A device for quality control which addresses this problem is described in DE 44 36 583 A1. This device is comprised of a drum charged with a partial vacuum and a line camera facing the jacket of the drum. A gripper pulls the sheets to be controlled through the space between the line camera and the drum, where the sheets rest on the drum as a result of the partial vacuum. The path of the sheets through the quality control device is approximately straight. However, the suction effect by the drum causes each of the sheets to be controlled to adhere on a section of the drum in the shape of a segment of a circle, wherein the extension of this section cannot be exactly controlled. It is a function of the stiffness of the sheets to be controlled and of the suction force exerted by the drum and does not remain constant during the movement of a sheet over the drum. This has the result that, even if the speed of the gripper is exactly constant, the speed of that part of the surface of the sheet to be controlled which touches the drum and lies within the field of view of the line camera, is subject to fluctuations in an uncontrolled manner. Since these fluctuations are not being taken into consideration in the course of the image capture by the line camera, non-reproducible variations of the results of the image-taking result. If these fluctuations are not to result in that good sheets are removed as waste, the comparison with the desired print image must be “tolerant”, so that there is the danger that errors actually present in the print image are overlooked.

A suction conveyor for use in a sheet-fed printing press is known from EP 0 798 251 A2, which is comprised of a suction box with a circulating driven belt. This suction box is employed for conveying the sheets at the start or the end of processing in the printing press at locations where sheet grippers conducting the sheets between the various stations of the printing process have either not yet gripped them or have already released them.

However, in this case the suction conveyor is used as the sole conveying means for the sheets, while with the present invention the suction belt employed is exclusively used for stabilizing—but not conveying—the sheets conveyed by a separate chain gripper system for the purpose of quality control.

DE 42 39 561 A1 discloses a sheet conveying arrangement wherein the start of the sheet is transported by means of a chain gripper and the imprinted underside simultaneously rests on a moving suction belt. Nothing can be found regarding the type of a drive mechanism and the speed of the suction belt.

The object of the invention is based on providing a quality control device.

In accordance with the invention, this object is attained by means of the characteristics of claims 1 or 2.

The suction box is required for being able to conduct a sheet whose quality is to be checked through the field of view of the monitoring camera without any chronologically changeable curvature. Smearing of ink because of the friction between the surface of the suction box and the back of the sheet is prevented in that, instead of the suction box surface, a belt, which can be moved together with the sheet, is in contact with the latter.
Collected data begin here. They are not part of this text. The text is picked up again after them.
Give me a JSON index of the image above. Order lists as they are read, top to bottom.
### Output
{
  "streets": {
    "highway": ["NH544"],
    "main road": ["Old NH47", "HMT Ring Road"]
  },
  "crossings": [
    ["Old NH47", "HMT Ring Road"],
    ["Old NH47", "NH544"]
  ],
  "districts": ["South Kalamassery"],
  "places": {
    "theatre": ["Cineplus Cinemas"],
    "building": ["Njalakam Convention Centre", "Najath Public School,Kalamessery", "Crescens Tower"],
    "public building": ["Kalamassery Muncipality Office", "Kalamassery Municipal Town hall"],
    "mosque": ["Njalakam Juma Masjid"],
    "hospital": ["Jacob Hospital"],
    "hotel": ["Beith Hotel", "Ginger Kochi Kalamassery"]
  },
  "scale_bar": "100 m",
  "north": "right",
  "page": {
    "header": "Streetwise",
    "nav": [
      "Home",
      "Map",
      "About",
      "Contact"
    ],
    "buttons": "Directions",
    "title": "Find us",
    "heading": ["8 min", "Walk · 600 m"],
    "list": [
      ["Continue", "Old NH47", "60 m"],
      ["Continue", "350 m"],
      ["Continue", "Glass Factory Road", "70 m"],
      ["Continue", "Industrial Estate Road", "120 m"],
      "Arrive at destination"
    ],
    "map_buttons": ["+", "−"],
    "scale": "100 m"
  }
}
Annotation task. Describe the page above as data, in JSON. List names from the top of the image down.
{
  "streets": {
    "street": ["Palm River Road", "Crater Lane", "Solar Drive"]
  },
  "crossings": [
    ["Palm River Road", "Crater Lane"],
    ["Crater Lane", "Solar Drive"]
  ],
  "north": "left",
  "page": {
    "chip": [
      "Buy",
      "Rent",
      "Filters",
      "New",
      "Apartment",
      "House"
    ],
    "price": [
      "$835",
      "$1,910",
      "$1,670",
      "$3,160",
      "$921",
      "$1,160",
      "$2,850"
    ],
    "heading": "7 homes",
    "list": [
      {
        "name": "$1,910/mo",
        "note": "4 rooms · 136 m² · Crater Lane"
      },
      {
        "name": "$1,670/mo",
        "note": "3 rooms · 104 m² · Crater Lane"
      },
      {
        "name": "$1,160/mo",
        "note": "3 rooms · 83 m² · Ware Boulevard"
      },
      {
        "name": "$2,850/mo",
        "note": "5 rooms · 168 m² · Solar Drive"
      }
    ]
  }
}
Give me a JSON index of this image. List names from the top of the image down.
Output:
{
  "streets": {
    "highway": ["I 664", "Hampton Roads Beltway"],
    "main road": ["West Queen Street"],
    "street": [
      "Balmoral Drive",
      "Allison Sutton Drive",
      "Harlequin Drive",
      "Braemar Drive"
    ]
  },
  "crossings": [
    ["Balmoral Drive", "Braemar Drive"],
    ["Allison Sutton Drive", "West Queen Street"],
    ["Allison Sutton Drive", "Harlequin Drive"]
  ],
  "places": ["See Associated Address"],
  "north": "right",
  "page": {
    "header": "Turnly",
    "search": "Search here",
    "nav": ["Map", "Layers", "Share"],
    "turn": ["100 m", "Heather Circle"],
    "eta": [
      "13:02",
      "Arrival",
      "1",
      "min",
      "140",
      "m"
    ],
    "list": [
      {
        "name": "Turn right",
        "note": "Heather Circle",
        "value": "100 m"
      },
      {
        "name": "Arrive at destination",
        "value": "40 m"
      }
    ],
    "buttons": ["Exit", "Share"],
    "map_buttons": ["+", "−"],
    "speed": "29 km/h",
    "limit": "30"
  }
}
A planar camera is preferably used as the camera, so that a complete image can be taken at a given time, and local interferences with even running of the conveyance of the sheet cannot lead to errors in taking the images.

In connection with a simple but effective embodiment of the control device it is provided that the belt is being driven by the same chain which also guides the sheet gripper. In this way it is possible to achieve the synchronous running of the belt and the sheet grippers without an elaborate control mechanism.

A first option for coupling the belt with the chain is the use of a chain wheel which is engaged by the chain and is connected, fixed against relative rotation, via a chain or toothed belt drive mechanism with a roller guiding the belt.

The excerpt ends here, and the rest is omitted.